In my very first post here I mocked myself for being a bit dramatic. But maybe it’s a testament to my slow progress that it took me more than a month to come up with the larger joke in the title of this post. This (probably unoriginal) phrase came to mind this week as I was taking refuge from a boisterous Thanksgiving gathering. It also popped into my head later this weekend as a passenger beside an umm, let’s say enthusiastic driver.
What ‘da hell ‘za matta with me?
I was thinking it and I’m sure some other folks were as well, just probably not as uncharitably as I was. I’m getting much better as the weeks go by but I still get caught unprepared sometimes. I seem fine to most people now and even feel fine a lot of the time until things unexpectedly go downhill. Then I’m not only feeling poorly but I’m also trying to make sense of why things changed for the worse. If I didn’t manage to extract myself quietly enough I wind up catching someone’s look or hear someone’s comment and It. Is. On. Like a reflex I get right down to business taking it out on myself. This is an example of something where I later imagine all sorts of comments, like one of David Letterman’s Top 10 Lists, only not that funny.
Being a distraction makes it worse in my mind. Maybe I do get some attention if someone notices I’m not feeling right but negative attention isn’t very nourishing to my soul. Ooh, look out folks, he just tried to sound profound. “Wait, is he licensed for that in New Jersey?” You know? There’s a narcissism joke in there somewhere. Maybe something like using your mild ‘dramatic’ brain injury to get all that negative attention but not having the cognitive fitness to do anything with it.

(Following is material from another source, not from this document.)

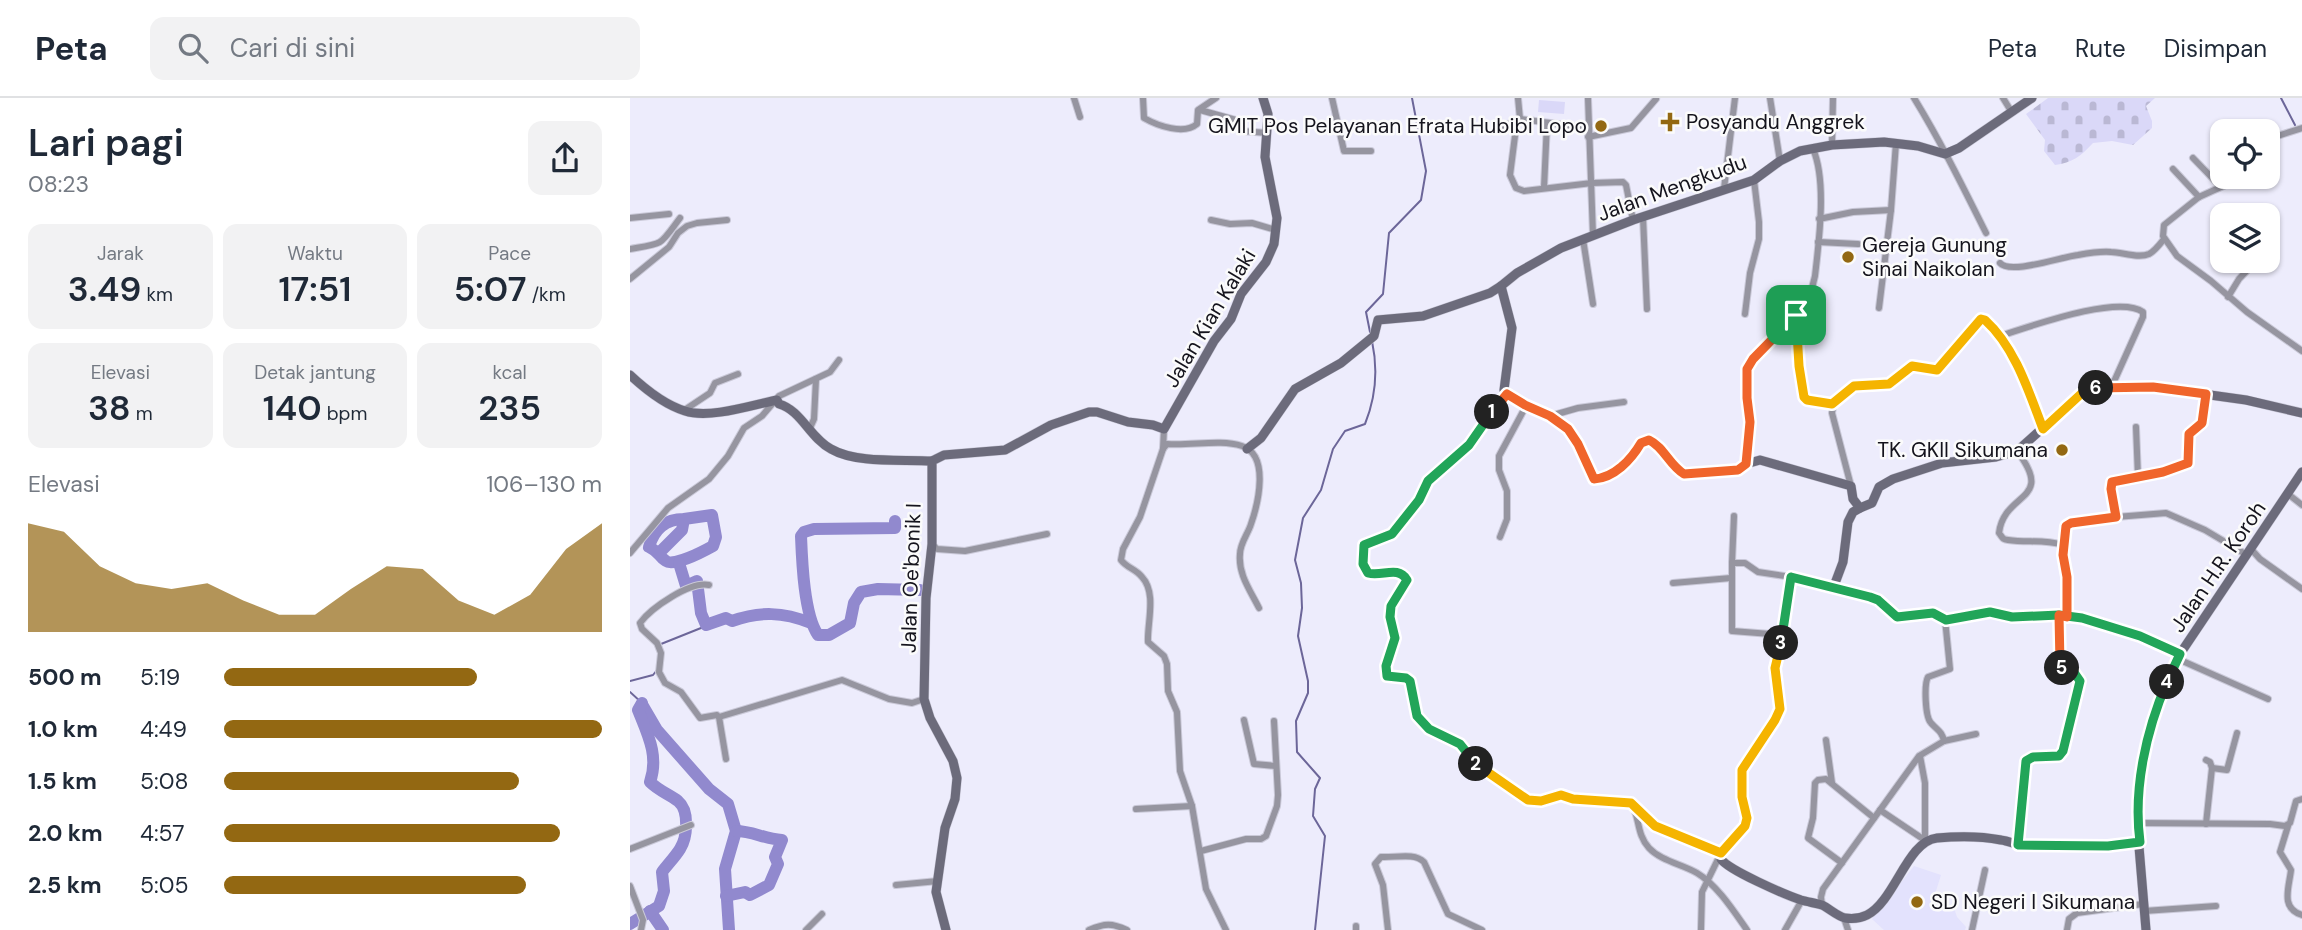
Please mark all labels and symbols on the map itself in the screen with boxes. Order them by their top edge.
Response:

There are many places on the web that I’m discovering as I go along this road through dysphoria (to me, that ‘ia’ suffix makes a lot of those terms sound like some tourist destination) and the Brain Injury Network is one I’ve just begun reading this weekend. They started advocating for a better term for this condition that brain injury survivors are in. I agree. Better awareness and understanding with a more widely recognized name could help get rid of the perception of this stuff being merely dramatics. Before PTSD made the scene, there was the term shell shock for those debilitated by the horrors of WWI trench warfare. Then WWII brought about newer terms such as combat fatigue and gross stress reaction. Why those never caught on is still a mystery. Go figure.
The acute phase after a traumatic brain injury (or some other event like an aneurysm or stroke) is much easier to comprehend. It’s a medical event. An accident or some other trauma like a gun shot or explosion. On the other hand the lingering effects of even mild brain injuries are definitely real and they have real consequences for the BI survivor – but very few people understand. Getting a recognizable term that encompasses the range of these problems instead of jibes like dramatic brain injury would be a good start.